Cost of Revenues. Cost of revenues for the three months ended March 31, 2003 was $14.6 million compared to $16.3 million for the prior year, a decrease of $1.7 million or 10.4%. Consistent with the explanation for the changes in revenue above, the net decrease of $1.7 million comprised a decrease in cost in the Americas region of $3.5 million, offset by an increase in costs in the EMEA and Asia Pacific regions of $1.8 million. Of the decrease in cost of revenues for the Americas region of $3.5 million approximately $2.4 million was attributable to the completion of the XM Satellite contract and approximately $0.5 million was attributable to improvements in the utilization of professional staff. The increase in cost of revenues in the EMEA and Asia Pacific regions represent an increase in cost for LCC Italia of $3.0 million and a decrease in costs for the customer in the Middle East of $1.3 million.
Gross Profit. Gross profit for the three months ended March 31, 2003 was $2.5 million or 14.8% of revenues compared to $1.1 million or 6.5% of revenues for the prior year, an increase of $1.4 million or 8.3%. Consistent with the explanation for the changes in revenue above, the net increase in gross profit of $1.4 million (8.3%) comprised an increase in the Americas region of $0.2 million (1.3%) and an increase in the EMEA and Asia Pacific regions of $1.2 million (7.0%). The increase of $1.2 million (7.0%) in the EMEA and Asia Pacific regions consisted of $0.8 million (4.7%) related to LCC Italia and from the recognition of $0.4 million (2.3%) in 2002 of costs in excess of revenues on completion of the network deployment contract for the customer in the Middle East.
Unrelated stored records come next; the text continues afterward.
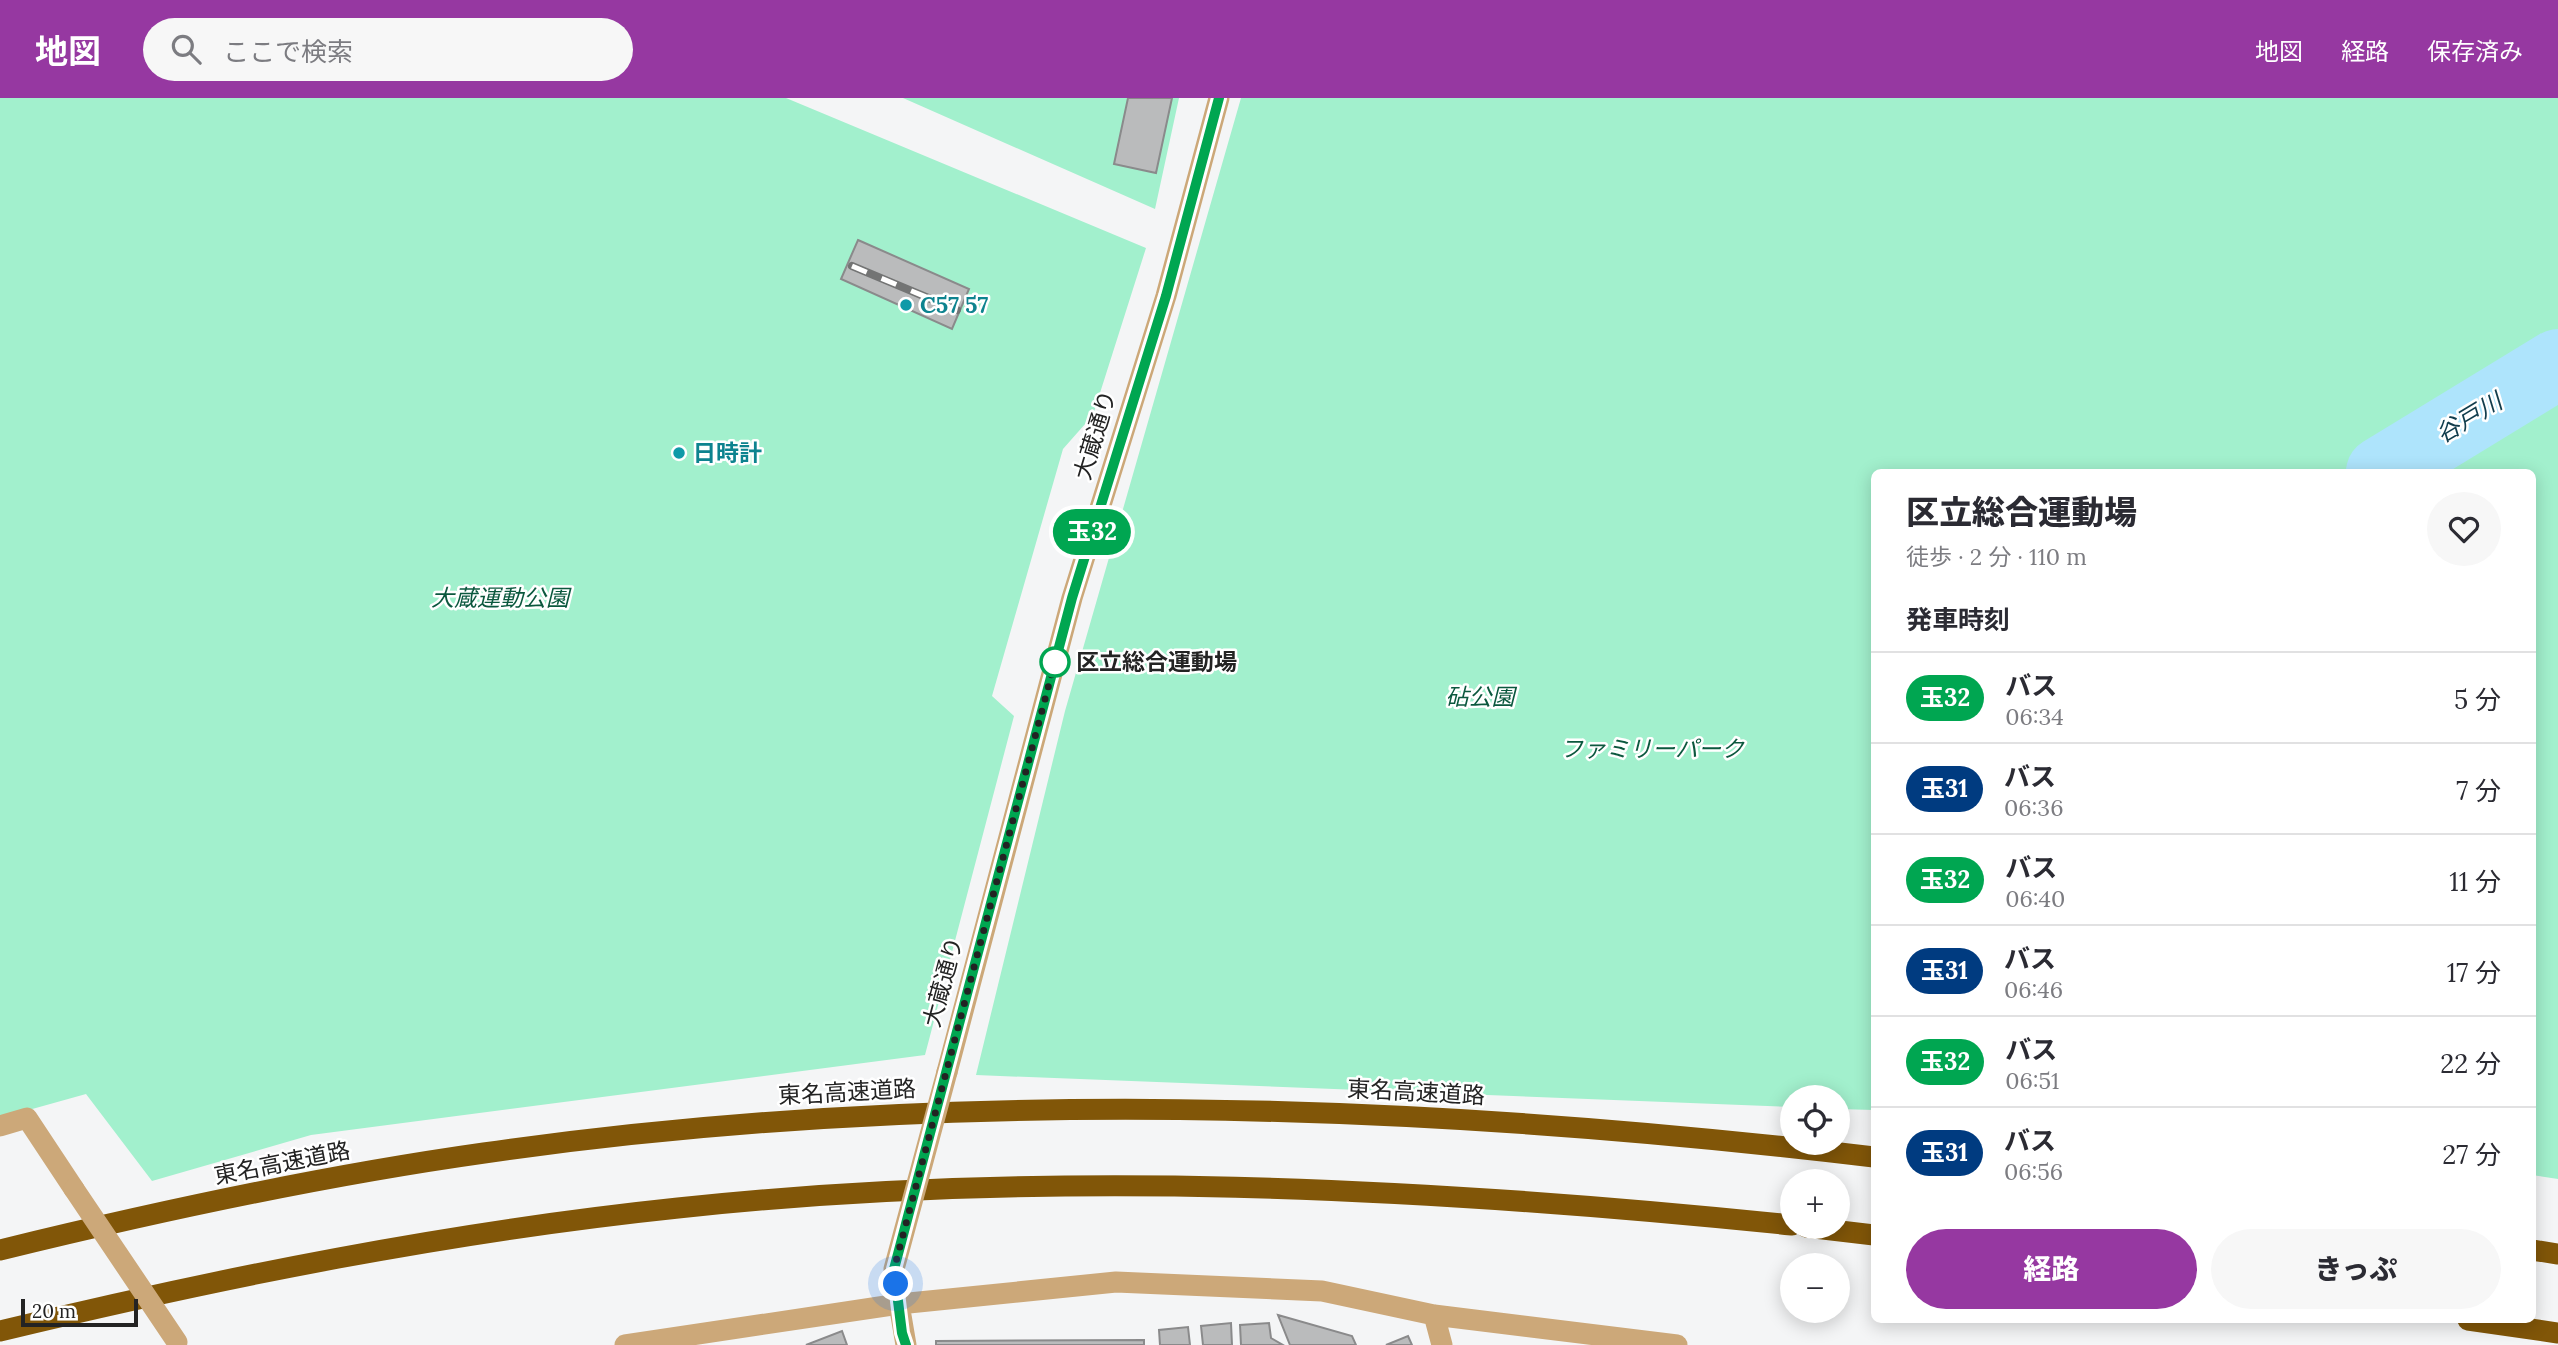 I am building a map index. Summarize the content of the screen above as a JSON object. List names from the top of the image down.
{
  "streets": {
    "highway": ["東名高速道路"],
    "street": ["大蔵通り"]
  },
  "water": ["谷戸川"],
  "parks": ["大蔵運動公園", "砧公園", "ファミリーパーク"],
  "places": ["C57 57", "日時計", "区立総合運動場"],
  "lines": ["bus line 玉32"],
  "scale_bar": "20 m",
  "page": {
    "header": "地図",
    "search": "ここで検索",
    "nav": ["地図", "経路", "保存済み"],
    "on_map": "玉32",
    "heading": [
      ["区立総合運動場", "徒歩 · 2 分 · 110 m"],
      "発車時刻"
    ],
    "list": [
      {
        "mark": "玉32",
        "name": "バス",
        "note": "06:34",
        "value": "5 分"
      },
      {
        "mark": "玉31",
        "name": "バス",
        "note": "06:36",
        "value": "7 分"
      },
      {
        "mark": "玉32",
        "name": "バス",
        "note": "06:40",
        "value": "11 分"
      },
      {
        "mark": "玉31",
        "name": "バス",
        "note": "06:46",
        "value": "17 分"
      },
      {
        "mark": "玉32",
        "name": "バス",
        "note": "06:51",
        "value": "22 分"
      },
      {
        "mark": "玉31",
        "name": "バス",
        "note": "06:56",
        "value": "27 分"
      }
    ],
    "map_buttons": ["+", "−"],
    "buttons": ["経路", "きっぷ"],
    "scale": "20 m"
  }
}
Sales and Marketing. Sales and marketing expenses for the three months ended March 31, 2003 were $2.0 million compared to $2.3 million in the prior year, a decrease of $0.3 million. Sales and marketing as a percentage of total revenues was 11.4% and 13.2% for 2003 and 2002, respectively. The decrease is largely attributable to the Americas region efforts during the first quarter of 2002 to develop new projects to replace the XM Radio contract that ended in the first quarter of 2002.
General and Administrative. General and administrative expenses for the three months ended March 31, 2003 were $4.7 million compared to $5.1 million in the prior year, a decrease of $0.4 million. Included in these figures are provisions for bad debts net of benefits from recoveries of $0.7 million (net benefit) in 2003 and $0.7 million (net expense) in 2002 respectively, a net reduction in general and administrative expenses of $1.4 million.
Excluding the effects of bad debts, general and administrative expenses for 2003 was $5.4 million compared to $4.4 million for the prior year. The increase of $1.0 million was largely attributable to the acquisition of Smith Woolley Telecom and Detron in the EMEA region in 2002, offset by reductions from the Companys restructuring efforts.
Restructuring Charge. There was a recovery of restructuring charges of $0.2 million in the three months ended March 31, 2003. There were no comparable recoveries or charges during the first quarter of 2002. In March 2003, the Company reversed the excess severance accruals remaining from the initial restructuring charge taken in June 2002.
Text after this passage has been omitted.